Biotin for Hair Loss
You’re probably wondering how much biotin for hair growth. There are three major ways that you can consume biotin for natural hair.
The most common way is to take biotin pills is when you ingest tablets or capsules and drink water throughout the day. Some pills have much more than the recommended daily value of biotin.
Although the recommended daily amount of biotin for natural hair is 300 mcg, many people find that taking 5,000 or 10,000 mcg a day will give them the best result.
Make sure to consult your doctor before taking any vitamin or herb, especially if you intend to take more than the recommended daily amount. You’ll need to take it with food and water so that the vitamin will absorb correctly.
The best way to take biotin is to ingest it, some women apply it to the hair and skin with good results. Biotin shampoo and biotin oil are two useful ways to add the vitamin to your regimen without having to remember to take pills every day. Organix makes a Biotin and Collagen Shampoo that gets solid reviews.
If you have a vitamin b7 deficiency which typically means that you have dry, brittle hair and nails that may fall out or break easily. You may even have cracked skin, particularly around the corners of the mouth and eyes.
The third way to take advantage of biotin is through eating food with vitamin b7. Luckily, many foods are rich in biotin. Here is a quick list of the most common foods:
- Whole-wheat bread
- Cheddar cheese
- Egg yolk
B7 Vitamin Side Effects
Luckily, there have been no serious findings regarding vitamin b7 toxicity. Your body usually flushes out any excess biotin in your urine.
However, one side effect that many women have experienced is acne.

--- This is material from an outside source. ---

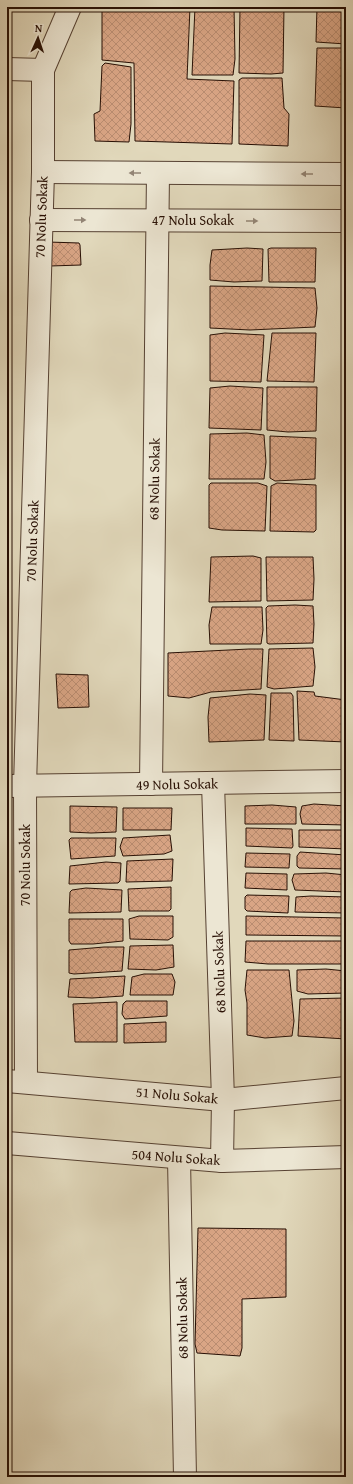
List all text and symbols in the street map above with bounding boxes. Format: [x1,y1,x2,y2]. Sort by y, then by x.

It doesn’t happen to everyone, but some find that the biotin causes their face to break out within the first week of taking it.
An allergy to Biotin may be the cause of the acne. If you determine you have an allergy, you should discontinue using it regardless of the benefits it could have for your hair.
Another possible cause is not drinking enough water. When we increase our vitamin intake, we need to increase water to make sure the nutrients synthesize well. Aim to drink one gallon of water per day if you’re taking biotin for hair growth and health. That may be all you need to get rid of the acne.
The final reason for possible acne is that you didn’t purchase real biotin. Avoid cheap knockoffs by doing product research before you buy. Go for a biotin product with solid reviews, like Natrol.
Biotin vitamins can be a useful addition to your natural hair regimen, especially if you experience breakage and shedding. Now that you’ve learned all you need to know about this essential vitamin, pick some up and see how it works for you.
Have you tried biotin for natural hair, and if so, what was the result?